[原子力産業新聞] 2003年4月25日 第2183号 <1面>

[原産年次大会] 敦賀・福井大会が閉幕

 敦賀市から福井市に会場を移した原産年次大会は16、17日の両日、四つのセッションを開き、原子力発電所の運転管理や最重要課題の高レベル廃棄物をめぐって内外の状況や今後の課題に議論を深めた。16日、福井大会の開幕にあたり、西澤潤一原産会長は、原子力の重要性を強調する一方、一連の不正問題に関して「一般の人々と原子力を取り扱う専門家の間に結ばれていた信頼関係にひびが入り、修復ができかねない事態になりかけている」としたうえで「原子力の安全に対する一般の人々の不安に対しても、常に共感する姿勢をもたねばならない」と、信頼回復への努力を強調した。
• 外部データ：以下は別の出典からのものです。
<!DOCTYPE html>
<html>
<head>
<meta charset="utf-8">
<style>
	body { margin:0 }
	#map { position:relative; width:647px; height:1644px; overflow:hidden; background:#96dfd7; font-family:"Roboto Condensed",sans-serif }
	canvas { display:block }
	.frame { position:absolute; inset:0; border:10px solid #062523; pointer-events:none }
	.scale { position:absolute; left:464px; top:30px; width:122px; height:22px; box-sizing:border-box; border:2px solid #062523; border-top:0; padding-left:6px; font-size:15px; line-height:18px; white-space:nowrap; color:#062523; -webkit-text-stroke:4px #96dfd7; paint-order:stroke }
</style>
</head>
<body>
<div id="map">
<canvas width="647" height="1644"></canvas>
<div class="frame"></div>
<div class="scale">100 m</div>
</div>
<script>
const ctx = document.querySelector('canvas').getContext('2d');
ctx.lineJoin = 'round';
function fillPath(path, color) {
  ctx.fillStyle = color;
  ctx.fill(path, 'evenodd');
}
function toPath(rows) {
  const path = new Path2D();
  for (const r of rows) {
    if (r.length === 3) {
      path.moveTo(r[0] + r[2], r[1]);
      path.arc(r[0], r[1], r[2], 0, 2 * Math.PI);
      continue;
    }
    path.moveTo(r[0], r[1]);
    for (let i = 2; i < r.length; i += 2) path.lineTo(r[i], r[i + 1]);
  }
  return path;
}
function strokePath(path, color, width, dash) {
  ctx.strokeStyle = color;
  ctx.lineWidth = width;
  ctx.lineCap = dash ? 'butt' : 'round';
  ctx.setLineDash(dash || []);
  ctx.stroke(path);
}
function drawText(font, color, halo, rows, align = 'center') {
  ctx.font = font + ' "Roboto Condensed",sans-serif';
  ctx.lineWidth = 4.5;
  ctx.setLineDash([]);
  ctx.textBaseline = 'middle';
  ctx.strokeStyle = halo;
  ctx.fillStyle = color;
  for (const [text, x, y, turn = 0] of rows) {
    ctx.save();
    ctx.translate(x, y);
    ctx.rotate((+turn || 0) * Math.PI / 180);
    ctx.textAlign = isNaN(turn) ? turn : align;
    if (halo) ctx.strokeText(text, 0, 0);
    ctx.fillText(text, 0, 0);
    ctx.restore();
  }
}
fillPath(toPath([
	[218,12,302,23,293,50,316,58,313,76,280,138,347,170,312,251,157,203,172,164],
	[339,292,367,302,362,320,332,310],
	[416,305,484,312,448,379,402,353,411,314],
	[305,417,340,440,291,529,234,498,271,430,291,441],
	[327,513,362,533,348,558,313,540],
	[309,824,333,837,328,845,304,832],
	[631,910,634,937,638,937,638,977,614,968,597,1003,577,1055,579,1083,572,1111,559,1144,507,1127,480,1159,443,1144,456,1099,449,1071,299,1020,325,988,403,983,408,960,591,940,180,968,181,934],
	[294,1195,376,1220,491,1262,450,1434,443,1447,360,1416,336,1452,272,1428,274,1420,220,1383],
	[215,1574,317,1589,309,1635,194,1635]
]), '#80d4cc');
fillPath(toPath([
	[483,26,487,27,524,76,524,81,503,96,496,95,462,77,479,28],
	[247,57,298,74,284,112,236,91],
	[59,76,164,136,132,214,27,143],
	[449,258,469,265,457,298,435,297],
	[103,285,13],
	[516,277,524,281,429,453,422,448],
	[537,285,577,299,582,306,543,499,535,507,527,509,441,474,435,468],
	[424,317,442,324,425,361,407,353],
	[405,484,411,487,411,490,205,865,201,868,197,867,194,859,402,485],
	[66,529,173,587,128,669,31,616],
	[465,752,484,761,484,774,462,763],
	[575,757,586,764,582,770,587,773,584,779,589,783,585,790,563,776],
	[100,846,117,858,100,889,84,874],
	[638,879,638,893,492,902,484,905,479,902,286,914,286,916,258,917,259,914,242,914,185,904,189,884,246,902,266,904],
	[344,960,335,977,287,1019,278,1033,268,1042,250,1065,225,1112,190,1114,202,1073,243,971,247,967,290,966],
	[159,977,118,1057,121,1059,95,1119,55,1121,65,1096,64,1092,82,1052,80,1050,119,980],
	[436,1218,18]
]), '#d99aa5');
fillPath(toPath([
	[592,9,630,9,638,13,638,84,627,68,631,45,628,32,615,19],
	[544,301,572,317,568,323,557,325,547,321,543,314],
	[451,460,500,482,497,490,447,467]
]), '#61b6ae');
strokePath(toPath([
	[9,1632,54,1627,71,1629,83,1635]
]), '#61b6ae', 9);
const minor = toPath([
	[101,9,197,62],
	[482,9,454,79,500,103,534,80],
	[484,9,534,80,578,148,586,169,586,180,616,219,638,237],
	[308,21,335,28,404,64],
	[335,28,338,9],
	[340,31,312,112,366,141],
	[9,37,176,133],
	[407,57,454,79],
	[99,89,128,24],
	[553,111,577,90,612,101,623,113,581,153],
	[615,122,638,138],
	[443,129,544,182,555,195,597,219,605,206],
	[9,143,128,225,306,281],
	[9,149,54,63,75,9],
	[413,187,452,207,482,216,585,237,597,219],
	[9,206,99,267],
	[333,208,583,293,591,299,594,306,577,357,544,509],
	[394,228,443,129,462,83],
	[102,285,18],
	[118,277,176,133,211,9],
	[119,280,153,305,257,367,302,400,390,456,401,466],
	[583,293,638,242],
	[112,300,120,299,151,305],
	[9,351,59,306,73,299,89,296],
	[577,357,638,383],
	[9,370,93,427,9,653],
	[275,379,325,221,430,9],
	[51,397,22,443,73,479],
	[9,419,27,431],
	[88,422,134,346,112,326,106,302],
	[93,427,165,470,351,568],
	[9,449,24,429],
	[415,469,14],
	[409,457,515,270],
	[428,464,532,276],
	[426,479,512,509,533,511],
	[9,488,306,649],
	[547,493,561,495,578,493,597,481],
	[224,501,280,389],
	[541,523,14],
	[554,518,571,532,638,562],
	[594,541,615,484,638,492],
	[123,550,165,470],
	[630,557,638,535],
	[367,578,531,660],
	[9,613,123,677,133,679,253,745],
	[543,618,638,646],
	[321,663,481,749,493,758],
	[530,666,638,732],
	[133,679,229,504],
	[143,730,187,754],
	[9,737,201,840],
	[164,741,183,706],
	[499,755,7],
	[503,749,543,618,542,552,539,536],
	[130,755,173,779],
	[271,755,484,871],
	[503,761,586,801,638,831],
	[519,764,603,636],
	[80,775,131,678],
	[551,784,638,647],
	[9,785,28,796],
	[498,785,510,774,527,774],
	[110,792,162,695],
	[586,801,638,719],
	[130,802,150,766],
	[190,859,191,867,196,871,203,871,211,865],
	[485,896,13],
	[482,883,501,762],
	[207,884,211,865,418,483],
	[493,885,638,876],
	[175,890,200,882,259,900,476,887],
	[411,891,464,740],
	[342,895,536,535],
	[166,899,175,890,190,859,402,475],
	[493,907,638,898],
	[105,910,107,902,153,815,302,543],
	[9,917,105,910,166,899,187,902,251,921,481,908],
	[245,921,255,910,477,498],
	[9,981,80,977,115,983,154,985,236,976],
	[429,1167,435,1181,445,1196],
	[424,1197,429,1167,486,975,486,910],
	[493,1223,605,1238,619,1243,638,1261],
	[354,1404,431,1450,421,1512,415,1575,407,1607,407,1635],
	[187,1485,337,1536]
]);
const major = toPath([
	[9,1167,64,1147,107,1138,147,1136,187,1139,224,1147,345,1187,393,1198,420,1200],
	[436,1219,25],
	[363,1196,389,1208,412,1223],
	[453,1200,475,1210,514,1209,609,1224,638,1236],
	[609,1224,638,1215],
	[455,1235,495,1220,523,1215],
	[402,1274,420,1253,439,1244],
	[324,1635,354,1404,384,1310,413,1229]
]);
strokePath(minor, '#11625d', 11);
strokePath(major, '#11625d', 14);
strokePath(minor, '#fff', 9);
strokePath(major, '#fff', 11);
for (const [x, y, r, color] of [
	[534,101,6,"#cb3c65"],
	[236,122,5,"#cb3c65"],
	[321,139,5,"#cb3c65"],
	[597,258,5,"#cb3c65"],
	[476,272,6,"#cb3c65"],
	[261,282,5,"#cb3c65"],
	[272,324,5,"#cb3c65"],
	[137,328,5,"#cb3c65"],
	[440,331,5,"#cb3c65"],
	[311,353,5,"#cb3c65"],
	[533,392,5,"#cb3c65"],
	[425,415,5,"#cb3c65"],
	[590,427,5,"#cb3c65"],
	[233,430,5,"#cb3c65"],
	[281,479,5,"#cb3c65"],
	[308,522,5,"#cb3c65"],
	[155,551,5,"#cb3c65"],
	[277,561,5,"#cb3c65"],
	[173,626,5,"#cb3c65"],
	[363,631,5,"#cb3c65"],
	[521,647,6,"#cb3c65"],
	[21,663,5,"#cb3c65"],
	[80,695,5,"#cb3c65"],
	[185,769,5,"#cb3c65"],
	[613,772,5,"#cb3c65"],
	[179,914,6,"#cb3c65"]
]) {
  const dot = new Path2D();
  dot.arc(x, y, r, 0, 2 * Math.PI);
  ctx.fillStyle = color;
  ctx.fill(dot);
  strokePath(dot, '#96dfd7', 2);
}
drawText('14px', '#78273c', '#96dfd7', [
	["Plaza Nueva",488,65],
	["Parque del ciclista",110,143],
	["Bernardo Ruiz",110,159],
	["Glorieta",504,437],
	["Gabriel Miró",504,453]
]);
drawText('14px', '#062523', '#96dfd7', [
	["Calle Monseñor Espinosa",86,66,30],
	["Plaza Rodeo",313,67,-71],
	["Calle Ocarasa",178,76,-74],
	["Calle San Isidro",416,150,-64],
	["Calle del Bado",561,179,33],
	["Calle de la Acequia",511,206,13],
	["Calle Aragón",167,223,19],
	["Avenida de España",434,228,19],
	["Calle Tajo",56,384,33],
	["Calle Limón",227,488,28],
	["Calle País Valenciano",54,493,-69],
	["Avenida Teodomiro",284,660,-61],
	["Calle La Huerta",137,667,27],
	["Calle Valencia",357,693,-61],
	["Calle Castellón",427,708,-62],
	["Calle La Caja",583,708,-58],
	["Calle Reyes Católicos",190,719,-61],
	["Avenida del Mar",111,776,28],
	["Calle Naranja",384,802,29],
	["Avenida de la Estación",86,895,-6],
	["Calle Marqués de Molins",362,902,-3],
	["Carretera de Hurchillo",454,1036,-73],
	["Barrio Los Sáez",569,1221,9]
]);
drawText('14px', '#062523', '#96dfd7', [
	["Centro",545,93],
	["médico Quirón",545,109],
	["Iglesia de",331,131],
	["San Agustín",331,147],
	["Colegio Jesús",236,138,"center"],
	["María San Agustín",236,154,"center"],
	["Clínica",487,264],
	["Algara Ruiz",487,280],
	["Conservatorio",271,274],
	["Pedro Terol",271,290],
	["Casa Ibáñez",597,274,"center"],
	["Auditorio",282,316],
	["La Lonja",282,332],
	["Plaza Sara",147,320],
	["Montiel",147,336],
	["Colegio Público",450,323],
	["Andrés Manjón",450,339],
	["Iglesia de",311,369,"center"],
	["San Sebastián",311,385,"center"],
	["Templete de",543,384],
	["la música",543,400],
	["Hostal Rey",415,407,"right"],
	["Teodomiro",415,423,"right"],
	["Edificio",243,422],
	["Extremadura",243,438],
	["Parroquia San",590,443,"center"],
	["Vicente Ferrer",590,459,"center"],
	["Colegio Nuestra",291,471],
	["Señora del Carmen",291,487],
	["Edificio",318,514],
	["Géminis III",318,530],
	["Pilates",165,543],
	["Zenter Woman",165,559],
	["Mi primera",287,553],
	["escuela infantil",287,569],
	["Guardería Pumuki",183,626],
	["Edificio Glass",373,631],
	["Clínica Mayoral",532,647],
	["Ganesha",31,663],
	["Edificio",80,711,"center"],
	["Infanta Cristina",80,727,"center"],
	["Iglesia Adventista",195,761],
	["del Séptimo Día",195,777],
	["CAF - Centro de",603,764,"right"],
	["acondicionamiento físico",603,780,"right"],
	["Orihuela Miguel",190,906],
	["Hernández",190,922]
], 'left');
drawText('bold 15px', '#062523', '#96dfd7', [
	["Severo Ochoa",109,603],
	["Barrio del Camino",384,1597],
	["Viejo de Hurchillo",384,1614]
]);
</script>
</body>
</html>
 セッション1では「社会の持続的発展−−環境、エネルギー面での挑戦」をテーマに、甘利明衆院議員ら4氏が講演。甘利氏は先に議員立法でまとめたエネルギー基本法の考え方と、そのなかで原子力発電の重要性を述べ、安定供給性と地球環境への対応、経済合理性の三点から原子力発電の優れた特性を活用するとともに、今後の課題になっている廃棄物処分などのバックエンド対策に関しても、政治の取り組みを進めていく方針を示した。

 セッション2では「原子力発電所の運転管理−−新たな取組み」をテーマに、原子力発電所の運転管理のあり方をめぐり活発な議論を展開した。パネリストとして出席した佐々木宜彦・原子力安全・保安院長は、今後の規制のあり方について、維持基準等のルールの明確化、規制側と事業者のコミュニケーション等、透明性のある規制活動など強調した(2、4、5、6面に年次大会特集)。